On Friday, I was joined by Darla Hussey and Mike Maltais from the News staff to conduct one-hour workshops on journalism for a group of third- and fourth-graders, followed by another group of fifth- and sixth-graders.
We took each group through a century of journalism in 60 minutes, from a bound volume of original Methow Valley News issues from 1914, to stories we wrote in the classroom and posted on the News website and Facebook page along with photos taken during the workshop. It was instantaneous journalism of the kind that, yes, even we troglodytes embrace and practice.
But as was the case during similar workshops last year, the most popular props I brought to the workshops were bound volumes of issues of the News from 10 and 20 years ago.
I brought them to demonstrate how the paper had changed over time.
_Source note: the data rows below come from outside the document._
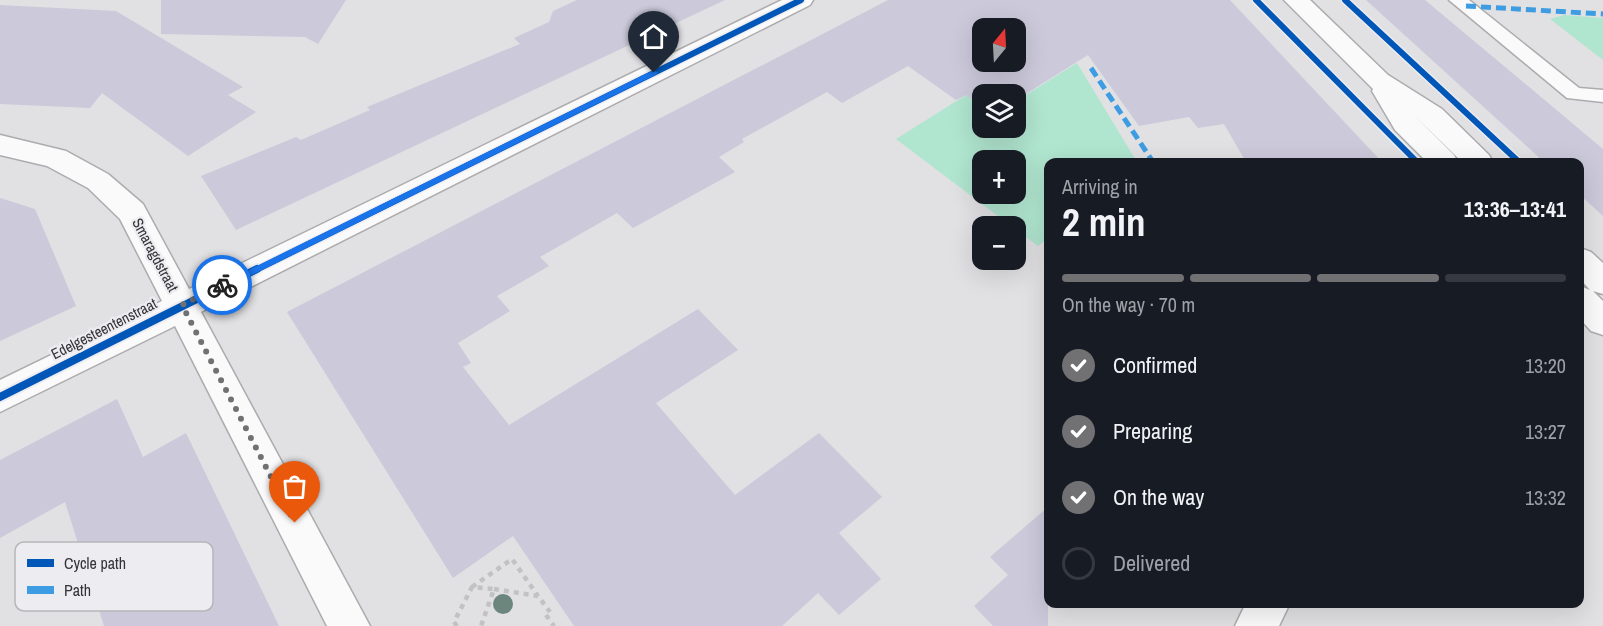 <!DOCTYPE html>
<meta charset="utf-8">
<style>
:root{--surface:#171b24;--page:#242831;--text:#f1f3f6;--muted:#9ea1a6;--line:#363941;--accent:#717173}
body{margin:0;font-family:"Archivo Narrow",sans-serif;background:var(--page);color:var(--text);height:100vh;display:flex;flex-direction:column;font-size:22px;white-space:nowrap}
*{box-sizing:border-box;margin:0}
p{font-size:20px;color:var(--muted)}
.icon{flex:none;width:33px;height:33px;fill:none;stroke:currentColor;stroke-width:2;stroke-linecap:round;stroke-linejoin:round}
.map{position:relative;flex:1;overflow:hidden}
.sheet{position:absolute;left:1044px;top:158px;width:540px;height:450px;display:flex;flex-direction:column;background:var(--surface);border-radius:12px;box-shadow:0 6px 24px #0002}
.sheet>*{flex:none}
.needle{width:39px;rotate:18deg}
.tools{position:absolute;left:972px;top:18px;display:grid;gap:12px}
.tools a{display:grid;place-items:center;width:54px;height:54px;border-radius:12px;background:var(--surface);box-shadow:0 6px 24px #0002;font-size:30px}
.pin{position:absolute;display:grid;place-items:center;width:51px;height:51px;color:#fff;margin:-62px -26px;border-radius:50% 50% 50% 0;rotate:-45deg;box-shadow:0 0 6px #0007}
.pin .icon{rotate:45deg}
.courier{position:absolute;display:grid;place-items:center;width:60px;height:60px;margin:-30px;border:4px solid #1a73e8;border-radius:50%;background:#fff;color:#222;box-shadow:0 2px 8px #0007}
.overview em{font-style:normal;font-weight:700}
.overview div{display:flex;flex-direction:column-reverse}
.overview{display:flex;align-items:center;justify-content:space-between;height:102px;padding:0 18px}
h1{font-size:39px;font-weight:700;line-height:45px}
.bar{display:grid;grid-template-columns:repeat(4,1fr);gap:9px 6px;align-content:center;height:72px;padding:0 18px}
.bar i{height:8px;border-radius:4px;background:var(--line)}
.bar .active{background:var(--accent)}
.bar p{grid-column:span 4}
ol{padding:0 18px;list-style:none}
li{display:flex;align-items:center;gap:18px;height:66px}
li p{margin-inline-start:auto}
li .icon{padding:6px;border-radius:50%;background:var(--accent);color:#fff;stroke-width:4}
li:last-child{color:var(--muted)}
li i{width:33px;height:33px;border:3px solid var(--line);border-radius:50%}
.map>svg:first-child{display:block}
.green{fill:#b0e5cf;fill-rule:evenodd}
.building{fill:#cbc9da;fill-rule:evenodd}
.lines{fill:none;stroke-linecap:round;stroke-linejoin:round}
.lane-casing{stroke:#acacae;stroke-width:3}
.street-casing{stroke:#acacae;stroke-width:3}
.secondary-casing{stroke:#acacae;stroke-width:3}
.path{stroke:#c2c2c3;stroke-width:4.5;stroke-dasharray:5 5;stroke-linecap:butt}
.lane{fill:#fafafb;fill-rule:evenodd}
.street{fill:#fafafb;fill-rule:evenodd}
.secondary{fill:#fafafb;fill-rule:evenodd}
.quiet{stroke:#3e9de2;stroke-width:5;stroke-dasharray:10 5;stroke-linecap:butt}
.cycleway-far1-casing{stroke:#ededf1;stroke-width:9}
.cycleway-casing{stroke:#ededf1;stroke-width:12}
.cycleway-far1{stroke:#0057b8;stroke-width:6}
.cycleway{stroke:#0057b8;stroke-width:8}
.tree{fill:#6c857d}
.route{fill:#1a73e8}
.done{stroke:#717173;stroke-width:6;stroke-dasharray:0 10.8}
.labels{text-anchor:middle;stroke-width:4.5;stroke-linejoin:round;paint-order:stroke}
.street-label{font-size:15px;fill:#343436;stroke:#ededf1}
.key{fill:#ededf1;stroke:#b6b6b9;stroke-width:1.5}
.key-label{font-size:16px;fill:#343436}
</style>
<div class="map">
<svg width="1603" height="626" viewBox="0 0 1603 626">
<rect width="100%" height="100%" fill="#e1e1e3"/>
<!-- green -->
<path class="green" d="M 1564,15 L 1603,18 L 1603,60 L 1550,19 Z
M 1077,63 L 1137,162 L 1048,162 L 1048,238 L 1038,246 L 1016,230 L 1016,226 L 1011,226 L 896,139 L 966,95 L 982,107 L 982,128 L 1016,128 L 1016,101 ZM 982,160 L 1016,160 L 1016,194 L 982,194 Z"/>
<!-- building -->
<path class="building" d="M 161,0 L 346,0 L 318,44 L 305,37 L 161,34 Z
M 577,0 L 725,0 L 236,230 L 201,176 L 296,137 L 301,140 L 370,110 L 367,107 L 520,44 L 514,38 L 549,22 L 553,11 Z
M 888,0 L 1230,0 L 1382,162 L 1246,162 L 1224,124 L 1198,128 L 1189,117 L 1139,126 L 1088,55 L 1016,100 L 1016,94 L 982,94 L 982,107 L 966,95 L 956,100 L 908,66 L 842,103 L 827,92 L 742,139 L 744,142 L 719,157 L 735,172 L 633,228 L 617,213 L 540,257 L 549,266 L 497,296 L 510,311 L 458,343 L 471,363 L 463,367 L 509,425 L 698,309 L 738,350 L 656,403 L 735,495 L 819,433 L 882,497 L 839,533 L 881,579 L 839,615 L 818,593 L 782,626 L 574,626 L 513,536 L 453,578 L 287,312 ZM 982,28 L 1016,28 L 1016,62 L 982,62 Z
M 1366,0 L 1425,0 L 1603,149 L 1603,216 L 1580,195 L 1580,162 L 1544,162 Z
M 0,5 L 116,11 L 243,87 L 228,95 L 256,112 L 188,156 L 102,93 L 90,108 L 0,104 Z
M 0,198 L 35,209 L 76,306 L 0,341 Z
M 117,399 L 143,457 L 186,433 L 279,626 L 104,626 L 65,502 L 0,538 L 0,460 Z
M 1048,507 L 1048,626 L 993,626 L 974,606 L 1008,575 L 990,557 Z"/>
<g class="lines">
<defs>
<path id="lane" d="M 1449,0 L 1469,0 L 1579,88 L 1603,90 L 1603,102 L 1567,98 Z"/>
<path id="street" d="M 782,0 L 813,0 L 810,5 L 201,312 L 370,626 L 327,626 L 175,326 L 0,412 L 0,380 L 162,301 L 120,219 L 88,188 L 47,166 L 0,155 L 0,135 L 66,151 L 108,174 L 143,204 L 189,289 Z
M 1246,603 L 1290,603 L 1279,626 L 1235,626 Z"/>
<path id="secondary" d="M 1284,0 L 1310,0 L 1388,75 L 1442,109 L 1489,155 L 1493,162 L 1462,162 L 1415,116 L 1454,155 L 1458,162 L 1427,162 L 1395,130 L 1372,91 L 1373,89 Z
M 1580,248 L 1591,252 L 1603,263 L 1603,294 L 1593,291 L 1603,301 L 1603,335 L 1591,331 L 1580,319 L 1580,286 L 1590,290 L 1580,279 Z"/>
</defs>
<!-- lane casing -->
<use href="#lane" class="lane-casing"/>
<!-- street casing -->
<use href="#street" class="street-casing"/>
<!-- secondary casing -->
<use href="#secondary" class="secondary-casing"/>
<!-- path -->
<path class="path" d="M 472,587 L 512,559 L 538,596
M 494,589 L 538,596 L 550,612
M 546,615 L 554,626
M 457,626 L 454,622 L 472,587 L 494,589 L 481,626"/>
<!-- lane -->
<use href="#lane" class="lane"/>
<!-- street -->
<use href="#street" class="street"/>
<!-- secondary -->
<use href="#secondary" class="secondary"/>
<!-- quiet -->
<path class="quiet" d="M 1466,6 L 1603,14
M 1091,68 L 1153,162"/>
<defs>
<path id="cycleway-far1" d="M 1256,0 L 1417,162
M 1345,0 L 1519,162
M 254,271 L 801,0"/>
<path id="cycleway" d="M 0,397 L 257,269"/>
</defs>
<!-- cycleway-far1 casing -->
<use href="#cycleway-far1" class="cycleway-far1-casing"/>
<!-- cycleway casing -->
<use href="#cycleway" class="cycleway-casing"/>
<!-- cycleway-far1 -->
<use href="#cycleway-far1" class="cycleway-far1"/>
<!-- cycleway -->
<use href="#cycleway" class="cycleway"/>
</g>
<!-- trees -->
<circle class="tree" cx="503" cy="604" r="10"/>
<!-- route -->
<path class="route" d="M 654,70 L 658,73 L 657,74 L 226,288 L 219,288 L 218,285 Z"/>
<g class="lines">
<!-- done -->
<path class="done" d="M 222,285 L 182,305 L 295,523"/>
</g>
<g class="labels">
<!-- street labels -->
<g class="street-label">
<text transform="translate(155 255) rotate(62)" y="5">Smaragdstraat</text>
<text transform="translate(104 329) rotate(-27)" y="5">Edelgesteentenstraat</text>
</g>
</g>
<!-- legend -->
<rect x="15" y="542" width="198" height="69" rx="9" class="key"/>
<rect x="27" y="559" width="27" height="8" fill="#0057b8"/>
<rect x="27" y="586" width="27" height="8" fill="#3e9de2"/>
<g class="key-label">
<text x="64" y="569">Cycle path</text>
<text x="64" y="596">Path</text>
</g>
</svg>
<div class="tools">
<a><svg class="needle" viewBox="-14 -14 28 28"><path d="M0-13l5 13h-10z" fill="#e53935"/><path d="M0 13l5-13h-10z" fill="#9ea1a6"/></svg></a>
<a><svg class="icon" aria-label="layers" viewBox="0 0 24 24"><path d="M12 4l9 5-9 5-9-5zM3 14l9 5 9-5"/></svg></a>
<a>+</a>
<a>−</a>
</div>
<div class="pin" style="left:295px;top:523px;background:#ea580c"><svg class="icon" aria-label="bag" viewBox="0 0 24 24"><path d="M5 8h14l-1 12H6zM9 8a3 3 0 0 1 6 0"/></svg></div>
<div class="pin" style="left:654px;top:73px;background:#1f2937"><svg class="icon" aria-label="home" viewBox="0 0 24 24"><path d="M3 11l9-7 9 7M6 9v11h12V9"/></svg></div>
<div class="courier" style="left:222px;top:285px"><svg class="icon" aria-label="bike" viewBox="0 0 24 24"><circle cx="6" cy="16" r="4"/><circle cx="18" cy="16" r="4"/><path d="M6 16l4-8h5l3 8M10 8l3 8H6M13 5h3"/></svg></div>
<section class="sheet">
<div class="overview"><div><h1>2 min</h1><p>Arriving in</p></div><em>13:36–13:41</em></div>
<div class="bar"><i class="active"></i><i class="active"></i><i class="active"></i><i></i><p>On the way · 70 m</p></div>
<ol>
<li><svg class="icon" aria-label="check" viewBox="0 0 24 24"><path d="M5 12l5 5 9-10"/></svg>Confirmed<p>13:20</p></li>
<li><svg class="icon" aria-label="check" viewBox="0 0 24 24"><path d="M5 12l5 5 9-10"/></svg>Preparing<p>13:27</p></li>
<li><svg class="icon" aria-label="check" viewBox="0 0 24 24"><path d="M5 12l5 5 9-10"/></svg>On the way<p>13:32</p></li>
<li><i></i>Delivered</li>
</ol>
</section>
</div>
The kids glommed onto them for another reason: They were finding things out about their community, seeing faces they recognized (including, in a couple of cases, their parents), recognizing things that resonated in their lives. It was almost tribal — youngsters absorbing the lore of their village as recorded by scribes over the decades.
It was a simple lesson: even a 10-year-old will read a newspaper if there is something of interest for them. Think I’m exaggerating? Here’s what the kids asked after we showed them the stories online, which we thought would impress them:
“Will it be in the newspaper?”
In any information age, the technology has always been the conduit. Content of any kind — even in the Twitterverse or the blogosphere or the smart phone galactic kingdom — is what people seek and consume. Technology is how they get it.
For we foolish optimists, the key to the future is not the delivery system — it will keep changing — but what we put in the readers’ hands. Print is tactile, portable and personal. Everyone can access the Internet. But a book or a newspaper is yours to hold and keep.
By the way, you can find photos from the young writers workshops and conference on page B3. It’s in the newspaper.